Soziale Arbeit in Moscheen soll gestärkt werden
Für soziale Arbeit in muslimischen Gemeinden fehlt oft die entsprechende Struktur. Ein Verein will das nun ändern und engagiert sich.
Egal ob Suchthilfe, Seelsorge oder Kinderbetreuung: Soziale Arbeit wird in muslimischen Gemeinden ähnlich wie in den Kirchen schon immer geleistet. Doch oftmals fehlen professionelle Strukturen wie zum Beispiel Ansprechpartner*innen, Selbsthilfegruppen und damit auch die Möglichkeit, Projektgelder zu beantragen. Es gibt eben keine muslimische Variante der Diakonie oder Caritas.

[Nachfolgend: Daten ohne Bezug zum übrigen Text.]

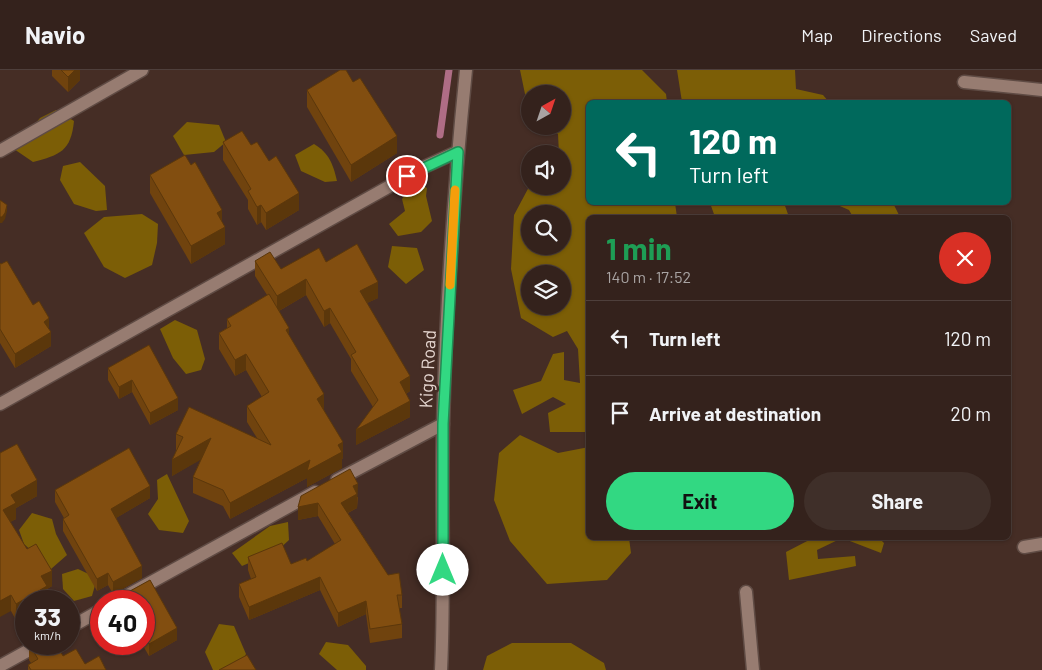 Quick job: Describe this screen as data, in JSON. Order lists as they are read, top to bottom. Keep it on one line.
{"streets":{"street":["Kigo Road"]},"north":"top right","page":{"header":"Navio","nav":["Map","Directions","Saved"],"turn":["120 m","Turn left"],"heading":["1 min","140 m · 17:52"],"list":[{"name":"Turn left","value":"120 m"},{"name":"Arrive at destination","value":"20 m"}],"buttons":["Exit","Share"],"speed":"33 km/h","limit":"40"}}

"Vernetzt und Aktiv" ist ein Projekt des Paritätischen Wohlfahrtsverbands, das vom Bundesinnenministerium finanziert wird. Es soll alevitischen und muslimischen Gemeinden dabei helfen, soziale Strukturen in ihren Gemeinden zu professionalisieren. Das Projekt läuft aktuell in mehreren Gemeinden in Berlin, Schleswig-Holstein und Hamburg.

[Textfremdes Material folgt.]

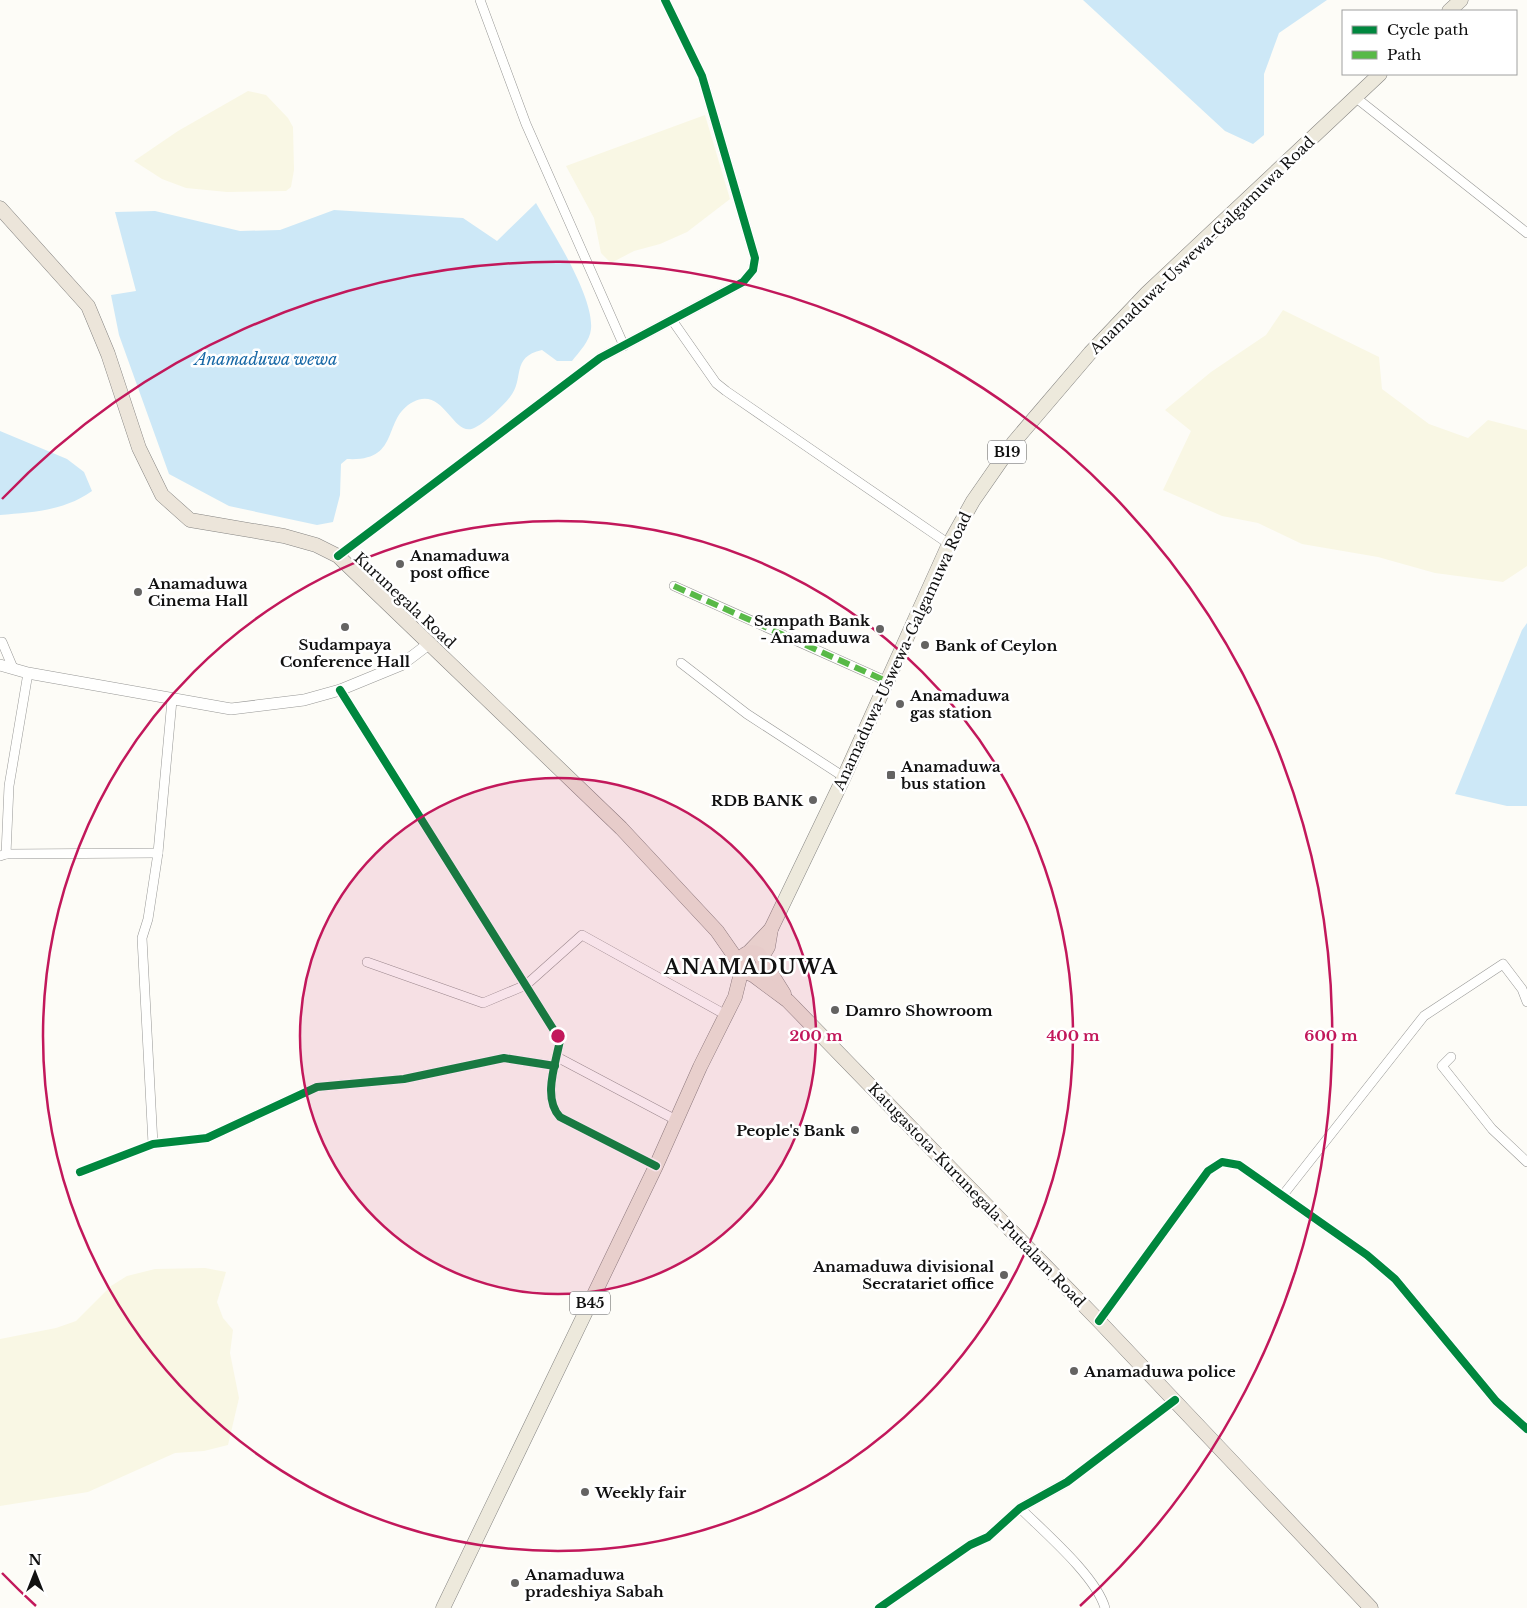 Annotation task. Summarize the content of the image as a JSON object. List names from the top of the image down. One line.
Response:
{"streets":{"highway":["Kurunegala Road","Katugastota-Kurunegala-Puttalam Road"],"main road":["Anamaduwa-Uswewa-Galgamuwa Road","B19","B45"]},"crossings":[["Anamaduwa-Uswewa-Galgamuwa Road","Kurunegala Road"],["Anamaduwa-Uswewa-Galgamuwa Road","Katugastota-Kurunegala-Puttalam Road"],["Kurunegala Road","Katugastota-Kurunegala-Puttalam Road"],["Kurunegala Road","B45"],["Katugastota-Kurunegala-Puttalam Road","B45"]],"districts":["ANAMADUWA"],"water":["Anamaduwa wewa"],"places":{"other":["Anamaduwa post office","Anamaduwa Cinema Hall","Sudampaya Conference Hall","Sampath Bank - Anamaduwa","Bank of Ceylon","Anamaduwa gas station","RDB BANK","Damro Showroom","People's Bank","Anamaduwa divisional Secratariet office","Anamaduwa police","Weekly fair","Anamaduwa pradeshiya Sabah"],"transit":["Anamaduwa bus station"]},"legend":["Cycle path","Path"],"north":"top","rings":["200 m","400 m","600 m"]}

Muslimische Gemeinde: Mehr als ein religiöser Ort
Wie die Arbeit aussehen kann, zeigt sich in der Al-Nour Gemeinde in Hamburg-Horn. Mehr als ein Jahr haben dort sogenannte Multiplikator*innen an einer Fortbildung des Paritätischen Wohlfahrtsverbands teilgenommen. Sie sind jetzt in der Gemeinde Ansprechpartner*innen und Expert*innen für Themen wie Rassismus, sexuelle Gewalt oder Spielsucht.
Der Vorsitzende der Gemeinde Daniel Abdin war von Anfang an begeistert: "Eine Gemeinde als Gebetshaus oder religiöser Ort reicht mir nicht. Eine Gemeinde muss auch eine Institution sein, die auch im Bereich der Altenpflege, der Wohlfahrtspflege, der Integration, der Inklusion aktiv ist."
Nicht gebunden an religiöse Werte
Die drei Gemeinden, die zurzeit in Hamburg bei "Vernetzt und Aktiv" mitmachen, haben ganz unterschiedliche Zielsetzungen und Bedürfnisse. Während der Alevi Kültür Merkezi e.V. in Bergedorf zum Beispiel eine Kita aufbauen möchte, war die Al-Nour Gemeinde auf der Suche nach "Hilfe zur Selbsthilfe". Die ehrenamtliche Arbeit habe sich durch die Fortbildung professionalisiert, berichtet Teilnehmerin Vivian Abdin. Die Studentin der Sozialökonomie ist jetzt Ansprechpartnerin für das Thema Rassismus: "Es ist wichtig, dass die Menschen nicht einfach ins kalte Wasser geworfen werden, sondern dass sie den Themen Schritt für Schritt näher gebracht werden. Wir wollen so vermeiden, dass andere abgeschreckt werden."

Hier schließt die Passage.